Task inputs: Begin

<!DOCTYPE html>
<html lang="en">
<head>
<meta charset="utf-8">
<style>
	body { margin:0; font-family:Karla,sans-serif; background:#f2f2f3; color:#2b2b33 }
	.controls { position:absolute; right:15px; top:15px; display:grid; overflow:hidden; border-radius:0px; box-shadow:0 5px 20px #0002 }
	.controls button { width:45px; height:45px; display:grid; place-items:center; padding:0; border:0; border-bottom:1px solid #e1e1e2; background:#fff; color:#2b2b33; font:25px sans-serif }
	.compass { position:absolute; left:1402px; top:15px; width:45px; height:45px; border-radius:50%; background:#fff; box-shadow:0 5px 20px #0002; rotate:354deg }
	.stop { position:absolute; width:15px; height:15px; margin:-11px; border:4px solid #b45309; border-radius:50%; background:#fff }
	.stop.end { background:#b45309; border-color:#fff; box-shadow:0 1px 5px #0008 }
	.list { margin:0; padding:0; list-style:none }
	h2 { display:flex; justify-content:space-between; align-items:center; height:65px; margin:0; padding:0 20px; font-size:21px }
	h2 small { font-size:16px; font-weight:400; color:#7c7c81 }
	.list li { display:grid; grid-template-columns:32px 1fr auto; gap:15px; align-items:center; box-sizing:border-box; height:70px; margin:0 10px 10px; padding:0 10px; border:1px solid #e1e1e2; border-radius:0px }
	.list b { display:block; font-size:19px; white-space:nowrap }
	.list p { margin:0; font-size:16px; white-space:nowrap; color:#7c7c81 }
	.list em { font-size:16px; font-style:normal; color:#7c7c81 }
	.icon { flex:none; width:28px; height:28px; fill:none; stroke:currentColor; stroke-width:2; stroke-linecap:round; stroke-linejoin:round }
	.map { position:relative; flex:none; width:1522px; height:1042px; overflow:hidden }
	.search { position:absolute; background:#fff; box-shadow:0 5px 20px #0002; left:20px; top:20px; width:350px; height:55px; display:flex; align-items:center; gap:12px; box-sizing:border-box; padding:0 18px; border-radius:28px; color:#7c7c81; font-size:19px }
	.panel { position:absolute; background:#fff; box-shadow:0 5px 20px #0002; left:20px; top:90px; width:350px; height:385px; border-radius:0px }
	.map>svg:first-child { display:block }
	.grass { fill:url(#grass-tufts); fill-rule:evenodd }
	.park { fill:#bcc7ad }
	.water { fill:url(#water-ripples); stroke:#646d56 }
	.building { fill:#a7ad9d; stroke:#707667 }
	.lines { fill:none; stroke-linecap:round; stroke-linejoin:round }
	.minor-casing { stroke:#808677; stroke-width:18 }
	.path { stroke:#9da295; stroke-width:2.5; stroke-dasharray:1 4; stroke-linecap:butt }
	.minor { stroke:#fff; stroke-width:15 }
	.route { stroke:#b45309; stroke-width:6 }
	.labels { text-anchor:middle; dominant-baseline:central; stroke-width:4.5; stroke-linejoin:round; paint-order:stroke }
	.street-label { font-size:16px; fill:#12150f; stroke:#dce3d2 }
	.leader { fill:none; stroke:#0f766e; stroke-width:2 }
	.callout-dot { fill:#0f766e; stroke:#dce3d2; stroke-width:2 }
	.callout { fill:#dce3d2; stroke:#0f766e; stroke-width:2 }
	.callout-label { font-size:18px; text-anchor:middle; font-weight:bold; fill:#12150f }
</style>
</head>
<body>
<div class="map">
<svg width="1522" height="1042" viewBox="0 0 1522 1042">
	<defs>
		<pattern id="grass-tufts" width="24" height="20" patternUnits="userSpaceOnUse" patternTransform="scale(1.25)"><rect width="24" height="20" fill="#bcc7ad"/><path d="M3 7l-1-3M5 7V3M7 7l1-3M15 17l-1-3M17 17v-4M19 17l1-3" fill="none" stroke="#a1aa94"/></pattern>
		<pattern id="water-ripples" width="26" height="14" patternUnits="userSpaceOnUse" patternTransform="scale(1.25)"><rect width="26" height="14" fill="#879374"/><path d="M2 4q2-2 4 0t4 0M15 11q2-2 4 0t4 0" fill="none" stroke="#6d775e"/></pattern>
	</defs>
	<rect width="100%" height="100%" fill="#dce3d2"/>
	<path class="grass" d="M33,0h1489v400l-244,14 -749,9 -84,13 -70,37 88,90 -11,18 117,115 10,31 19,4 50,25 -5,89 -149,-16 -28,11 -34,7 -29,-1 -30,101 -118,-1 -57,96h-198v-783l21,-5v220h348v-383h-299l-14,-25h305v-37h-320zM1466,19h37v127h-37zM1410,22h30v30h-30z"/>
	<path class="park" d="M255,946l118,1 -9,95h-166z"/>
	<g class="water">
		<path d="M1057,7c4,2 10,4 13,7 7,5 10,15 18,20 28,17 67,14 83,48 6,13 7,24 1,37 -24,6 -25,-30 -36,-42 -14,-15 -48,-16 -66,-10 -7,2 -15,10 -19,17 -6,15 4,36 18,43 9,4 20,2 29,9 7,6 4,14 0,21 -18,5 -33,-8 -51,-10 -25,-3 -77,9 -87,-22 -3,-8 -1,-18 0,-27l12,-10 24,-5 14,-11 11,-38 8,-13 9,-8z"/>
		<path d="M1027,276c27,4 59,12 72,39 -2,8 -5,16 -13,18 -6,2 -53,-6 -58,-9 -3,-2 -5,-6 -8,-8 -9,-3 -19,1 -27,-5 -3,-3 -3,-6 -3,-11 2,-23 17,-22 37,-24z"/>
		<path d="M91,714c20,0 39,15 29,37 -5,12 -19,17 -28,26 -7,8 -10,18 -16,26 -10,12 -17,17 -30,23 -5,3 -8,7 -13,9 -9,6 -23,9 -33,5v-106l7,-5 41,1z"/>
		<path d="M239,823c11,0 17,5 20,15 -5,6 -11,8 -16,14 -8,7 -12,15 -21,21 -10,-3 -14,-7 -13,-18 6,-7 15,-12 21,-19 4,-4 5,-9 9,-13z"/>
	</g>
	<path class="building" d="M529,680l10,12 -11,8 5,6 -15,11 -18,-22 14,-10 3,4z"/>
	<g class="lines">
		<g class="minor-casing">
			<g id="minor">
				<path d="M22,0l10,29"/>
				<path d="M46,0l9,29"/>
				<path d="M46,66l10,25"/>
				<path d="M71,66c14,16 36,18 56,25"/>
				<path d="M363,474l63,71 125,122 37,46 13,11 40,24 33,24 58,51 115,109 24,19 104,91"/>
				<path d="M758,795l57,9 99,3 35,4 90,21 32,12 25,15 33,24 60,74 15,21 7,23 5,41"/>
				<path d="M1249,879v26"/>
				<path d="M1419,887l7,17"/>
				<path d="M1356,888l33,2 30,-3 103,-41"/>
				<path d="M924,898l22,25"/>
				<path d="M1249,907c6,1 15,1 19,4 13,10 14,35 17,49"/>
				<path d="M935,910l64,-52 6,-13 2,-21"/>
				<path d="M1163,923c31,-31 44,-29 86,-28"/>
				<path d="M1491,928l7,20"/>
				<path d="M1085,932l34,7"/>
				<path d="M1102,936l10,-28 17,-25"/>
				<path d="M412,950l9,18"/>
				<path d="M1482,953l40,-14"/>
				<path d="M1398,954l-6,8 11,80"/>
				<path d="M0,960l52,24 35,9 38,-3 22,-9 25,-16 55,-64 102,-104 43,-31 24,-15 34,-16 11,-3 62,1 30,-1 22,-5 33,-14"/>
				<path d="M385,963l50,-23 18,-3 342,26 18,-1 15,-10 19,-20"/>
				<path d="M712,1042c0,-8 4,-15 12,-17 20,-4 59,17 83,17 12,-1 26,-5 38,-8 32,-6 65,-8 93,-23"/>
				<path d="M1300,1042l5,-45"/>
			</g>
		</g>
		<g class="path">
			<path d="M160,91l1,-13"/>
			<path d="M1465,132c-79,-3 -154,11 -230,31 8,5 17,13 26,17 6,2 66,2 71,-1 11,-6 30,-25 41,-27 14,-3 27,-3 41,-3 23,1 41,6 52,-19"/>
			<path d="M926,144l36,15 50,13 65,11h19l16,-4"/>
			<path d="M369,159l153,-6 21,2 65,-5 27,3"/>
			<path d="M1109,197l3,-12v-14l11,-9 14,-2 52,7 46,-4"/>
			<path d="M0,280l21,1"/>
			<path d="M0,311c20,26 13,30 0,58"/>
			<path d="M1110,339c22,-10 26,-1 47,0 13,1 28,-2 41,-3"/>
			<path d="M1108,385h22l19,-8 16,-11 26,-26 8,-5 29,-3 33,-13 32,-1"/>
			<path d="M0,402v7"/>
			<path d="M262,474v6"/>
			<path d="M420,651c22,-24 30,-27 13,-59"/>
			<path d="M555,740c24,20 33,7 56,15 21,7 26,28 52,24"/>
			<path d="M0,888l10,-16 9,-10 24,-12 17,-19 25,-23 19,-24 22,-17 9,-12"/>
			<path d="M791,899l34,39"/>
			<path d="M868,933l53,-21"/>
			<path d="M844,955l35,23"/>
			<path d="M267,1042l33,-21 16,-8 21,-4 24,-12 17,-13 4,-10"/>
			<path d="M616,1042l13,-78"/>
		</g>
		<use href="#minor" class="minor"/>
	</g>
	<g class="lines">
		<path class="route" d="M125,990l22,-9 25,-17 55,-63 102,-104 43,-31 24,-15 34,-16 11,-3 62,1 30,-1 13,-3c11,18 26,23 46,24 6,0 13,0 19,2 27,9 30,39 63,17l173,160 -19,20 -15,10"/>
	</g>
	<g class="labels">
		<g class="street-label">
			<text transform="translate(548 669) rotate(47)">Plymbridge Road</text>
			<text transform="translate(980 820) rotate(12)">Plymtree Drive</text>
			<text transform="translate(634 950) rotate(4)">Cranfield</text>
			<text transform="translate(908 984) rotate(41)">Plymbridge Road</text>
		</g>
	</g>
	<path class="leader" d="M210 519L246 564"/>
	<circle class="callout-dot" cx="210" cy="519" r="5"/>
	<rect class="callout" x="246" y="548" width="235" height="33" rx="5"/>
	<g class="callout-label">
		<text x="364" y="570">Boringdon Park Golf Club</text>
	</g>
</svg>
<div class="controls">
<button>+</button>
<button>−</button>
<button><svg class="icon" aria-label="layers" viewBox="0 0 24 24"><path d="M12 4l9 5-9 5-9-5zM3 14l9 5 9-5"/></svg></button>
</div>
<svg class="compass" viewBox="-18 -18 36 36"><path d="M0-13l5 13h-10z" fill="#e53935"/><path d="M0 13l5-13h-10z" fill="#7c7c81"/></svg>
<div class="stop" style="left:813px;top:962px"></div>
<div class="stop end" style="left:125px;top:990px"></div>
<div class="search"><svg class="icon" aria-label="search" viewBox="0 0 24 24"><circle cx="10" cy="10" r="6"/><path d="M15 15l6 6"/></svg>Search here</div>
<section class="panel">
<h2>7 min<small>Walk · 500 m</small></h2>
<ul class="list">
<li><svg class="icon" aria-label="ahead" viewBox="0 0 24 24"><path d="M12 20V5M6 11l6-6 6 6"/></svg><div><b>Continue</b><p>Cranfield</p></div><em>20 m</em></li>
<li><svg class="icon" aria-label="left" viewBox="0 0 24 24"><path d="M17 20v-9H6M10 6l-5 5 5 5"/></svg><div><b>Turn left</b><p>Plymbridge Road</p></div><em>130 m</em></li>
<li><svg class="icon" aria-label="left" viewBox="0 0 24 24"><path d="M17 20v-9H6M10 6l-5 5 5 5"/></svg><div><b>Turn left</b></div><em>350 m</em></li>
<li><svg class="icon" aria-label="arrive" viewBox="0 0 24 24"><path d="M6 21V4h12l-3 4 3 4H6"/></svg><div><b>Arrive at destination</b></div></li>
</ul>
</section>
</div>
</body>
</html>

Task inputs: End

Task to carry out:
Scan the records above, then copy out each line that mentions "list".

Written reply:
	.list { margin:0; padding:0; list-style:none }
	.list li { display:grid; grid-template-columns:32px 1fr auto; gap:15px; align-items:center; box-sizing:border-box; height:70px; margin:0 10px 10px; padding:0 10px; border:1px solid #e1e1e2; border-radius:0px }
	.list b { display:block; font-size:19px; white-space:nowrap }
	.list p { margin:0; font-size:16px; white-space:nowrap; color:#7c7c81 }
	.list em { font-size:16px; font-style:normal; color:#7c7c81 }
<ul class="list">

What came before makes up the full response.